Aim of the task: Please say how many lines in the records contain the word "from", giving only the number.

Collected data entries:
* * *

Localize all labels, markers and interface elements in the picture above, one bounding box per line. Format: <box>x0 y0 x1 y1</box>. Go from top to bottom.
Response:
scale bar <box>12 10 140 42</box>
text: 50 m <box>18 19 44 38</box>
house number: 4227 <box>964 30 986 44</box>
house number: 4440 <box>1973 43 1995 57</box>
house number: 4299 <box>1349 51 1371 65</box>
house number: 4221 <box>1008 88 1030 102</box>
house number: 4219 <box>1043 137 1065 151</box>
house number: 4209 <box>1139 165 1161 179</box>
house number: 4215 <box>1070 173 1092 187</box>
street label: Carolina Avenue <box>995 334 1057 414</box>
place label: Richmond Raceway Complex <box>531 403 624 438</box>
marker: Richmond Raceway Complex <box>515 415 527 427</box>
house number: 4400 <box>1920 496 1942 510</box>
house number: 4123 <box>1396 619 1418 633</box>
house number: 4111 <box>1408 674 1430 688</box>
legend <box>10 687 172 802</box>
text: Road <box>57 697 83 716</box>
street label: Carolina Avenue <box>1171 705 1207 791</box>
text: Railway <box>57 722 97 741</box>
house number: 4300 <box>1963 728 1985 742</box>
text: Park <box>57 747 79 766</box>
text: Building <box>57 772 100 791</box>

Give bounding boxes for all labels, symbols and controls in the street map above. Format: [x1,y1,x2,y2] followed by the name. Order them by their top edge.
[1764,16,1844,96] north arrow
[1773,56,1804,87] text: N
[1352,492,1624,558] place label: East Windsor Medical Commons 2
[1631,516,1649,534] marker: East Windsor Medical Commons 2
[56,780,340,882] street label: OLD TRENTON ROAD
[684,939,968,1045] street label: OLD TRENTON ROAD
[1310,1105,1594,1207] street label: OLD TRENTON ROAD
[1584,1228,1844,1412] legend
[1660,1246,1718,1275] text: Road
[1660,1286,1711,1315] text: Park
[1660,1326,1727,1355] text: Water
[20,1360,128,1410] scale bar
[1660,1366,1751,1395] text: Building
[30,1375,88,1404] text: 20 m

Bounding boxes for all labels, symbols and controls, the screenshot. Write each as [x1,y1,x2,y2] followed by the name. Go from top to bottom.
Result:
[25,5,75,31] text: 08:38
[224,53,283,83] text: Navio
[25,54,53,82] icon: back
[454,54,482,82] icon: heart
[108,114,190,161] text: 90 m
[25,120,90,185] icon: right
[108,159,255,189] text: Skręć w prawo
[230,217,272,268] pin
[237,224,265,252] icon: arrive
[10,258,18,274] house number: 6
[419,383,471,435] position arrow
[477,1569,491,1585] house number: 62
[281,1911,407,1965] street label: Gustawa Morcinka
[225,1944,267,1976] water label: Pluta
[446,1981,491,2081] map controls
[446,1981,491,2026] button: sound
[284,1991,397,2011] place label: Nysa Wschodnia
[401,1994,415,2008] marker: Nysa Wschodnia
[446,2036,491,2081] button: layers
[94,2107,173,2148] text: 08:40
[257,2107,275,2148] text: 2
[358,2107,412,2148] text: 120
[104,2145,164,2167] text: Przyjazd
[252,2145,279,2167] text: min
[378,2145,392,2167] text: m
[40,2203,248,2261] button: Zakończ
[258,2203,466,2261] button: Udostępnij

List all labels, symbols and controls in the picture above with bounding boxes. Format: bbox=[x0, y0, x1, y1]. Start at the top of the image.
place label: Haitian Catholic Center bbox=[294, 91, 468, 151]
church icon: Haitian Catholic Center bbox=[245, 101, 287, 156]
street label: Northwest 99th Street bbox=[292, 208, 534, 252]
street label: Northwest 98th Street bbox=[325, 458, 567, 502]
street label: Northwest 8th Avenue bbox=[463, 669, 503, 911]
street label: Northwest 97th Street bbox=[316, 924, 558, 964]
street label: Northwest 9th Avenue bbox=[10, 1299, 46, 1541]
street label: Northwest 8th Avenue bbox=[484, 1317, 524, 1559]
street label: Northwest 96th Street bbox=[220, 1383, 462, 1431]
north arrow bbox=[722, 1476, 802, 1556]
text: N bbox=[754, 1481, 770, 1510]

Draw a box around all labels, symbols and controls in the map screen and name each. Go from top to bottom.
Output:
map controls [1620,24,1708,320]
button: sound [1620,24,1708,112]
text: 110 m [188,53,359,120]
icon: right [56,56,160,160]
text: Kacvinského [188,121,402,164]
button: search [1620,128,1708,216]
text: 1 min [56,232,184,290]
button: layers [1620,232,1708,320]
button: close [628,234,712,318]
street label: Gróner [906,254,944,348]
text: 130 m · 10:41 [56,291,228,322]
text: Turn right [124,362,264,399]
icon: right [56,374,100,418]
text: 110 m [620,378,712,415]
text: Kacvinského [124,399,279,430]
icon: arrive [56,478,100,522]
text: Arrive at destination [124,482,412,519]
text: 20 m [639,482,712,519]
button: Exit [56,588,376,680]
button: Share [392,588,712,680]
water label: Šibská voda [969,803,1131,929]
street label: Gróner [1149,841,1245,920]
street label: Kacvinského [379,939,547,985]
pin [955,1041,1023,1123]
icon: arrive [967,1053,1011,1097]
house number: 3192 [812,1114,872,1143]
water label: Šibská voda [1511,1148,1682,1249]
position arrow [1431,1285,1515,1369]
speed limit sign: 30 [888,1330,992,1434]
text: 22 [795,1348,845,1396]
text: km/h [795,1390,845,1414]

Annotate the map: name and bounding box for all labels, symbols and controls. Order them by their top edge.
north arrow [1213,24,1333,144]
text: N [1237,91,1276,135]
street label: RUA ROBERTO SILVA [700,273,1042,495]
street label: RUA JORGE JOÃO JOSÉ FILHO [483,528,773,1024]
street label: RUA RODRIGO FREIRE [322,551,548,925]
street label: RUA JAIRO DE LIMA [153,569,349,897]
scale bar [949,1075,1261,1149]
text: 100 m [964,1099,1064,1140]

* * *

Solution to this exercise: 3